OCR for your old scanner/printer’s E-mails

Yesterday I explained how to make a scrap computer do OCR on your scanner/printer’s scanned PDFs in case you have a SMB file share (a Windows file share) where the printer will write to.

I also promised I would make the E-Mail feature of the printer send E-mails with the PDFs in that E-mail being OCR scanned.

I had earlier explained how you can make your old scanner/printer support modern SMTP servers that have TLS, by introducing a scrap computer running Postfix to forward the E-mails for you. This article depends on that, of course. As we will let the scrap computer now do the OCR part. If you have not yet done that, first do it before continuing here.

I looked at Xavier Merten‘s CockooMX, and decided to massacre it until it would do what I want it to do. Namely call ocrmypdf on the application/pdf attachments and then add the resulting PDF/A (which will have OCR text) to the E-mail.

First install some extra software: apt-get install libmime-tools-perl . It will provide you with MIME::Tools, we will use MIME::Parser and MIME::Entity.

Create a Perl script called /usr/local/bin/ocrpdf.pl (chmod 755 it) that looks like this (which is Xavier’s CockooMX massacred and reduced to what I need – Sorry Xavier. Maybe we could try to make CockooMX have a plugin like infrastructure?

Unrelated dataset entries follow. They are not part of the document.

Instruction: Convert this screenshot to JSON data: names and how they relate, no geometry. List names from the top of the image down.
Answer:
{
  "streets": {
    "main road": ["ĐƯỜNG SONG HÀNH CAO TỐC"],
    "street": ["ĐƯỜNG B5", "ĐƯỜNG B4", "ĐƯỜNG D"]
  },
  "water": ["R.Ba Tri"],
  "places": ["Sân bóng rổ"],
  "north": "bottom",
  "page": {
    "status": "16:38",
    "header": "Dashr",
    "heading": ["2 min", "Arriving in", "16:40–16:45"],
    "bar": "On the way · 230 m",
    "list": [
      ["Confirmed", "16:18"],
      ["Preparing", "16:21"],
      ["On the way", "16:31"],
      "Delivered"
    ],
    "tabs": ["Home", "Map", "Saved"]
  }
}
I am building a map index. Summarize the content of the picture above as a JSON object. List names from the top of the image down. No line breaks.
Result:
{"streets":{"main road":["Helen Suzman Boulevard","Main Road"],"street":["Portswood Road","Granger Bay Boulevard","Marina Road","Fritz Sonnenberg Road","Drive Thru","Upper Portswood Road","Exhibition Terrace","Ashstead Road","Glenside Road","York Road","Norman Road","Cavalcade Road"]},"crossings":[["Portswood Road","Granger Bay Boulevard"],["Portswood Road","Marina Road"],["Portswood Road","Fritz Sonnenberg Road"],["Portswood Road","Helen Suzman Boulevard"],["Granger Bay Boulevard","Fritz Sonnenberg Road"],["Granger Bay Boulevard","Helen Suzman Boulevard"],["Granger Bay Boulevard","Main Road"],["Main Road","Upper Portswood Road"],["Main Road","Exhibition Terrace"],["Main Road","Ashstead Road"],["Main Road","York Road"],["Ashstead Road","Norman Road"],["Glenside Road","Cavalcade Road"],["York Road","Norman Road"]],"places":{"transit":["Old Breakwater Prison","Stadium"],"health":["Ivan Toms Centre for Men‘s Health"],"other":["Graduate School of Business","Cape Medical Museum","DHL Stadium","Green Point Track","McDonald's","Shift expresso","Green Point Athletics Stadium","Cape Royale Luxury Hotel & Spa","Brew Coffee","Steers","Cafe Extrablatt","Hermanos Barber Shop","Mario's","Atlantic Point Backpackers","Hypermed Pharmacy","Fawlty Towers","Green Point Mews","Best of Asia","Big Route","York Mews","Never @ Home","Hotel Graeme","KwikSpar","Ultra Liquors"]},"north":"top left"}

But writing what looks suspicious to a database ain’t what I’m aiming for here):


#!/usr/bin/perl

# Copyright note

use Digest::MD5;
use File::Path qw(make_path remove_tree);
use File::Temp;
use MIME::Parser;
use Sys::Syslog;
use strict;
use warnings;

use constant EX_TEMPFAIL => 75; # Mail sent to the deferred queue (retry)
use constant EX_UNAVAILABLE => 69; # Mail bounced to the sender (undeliverable)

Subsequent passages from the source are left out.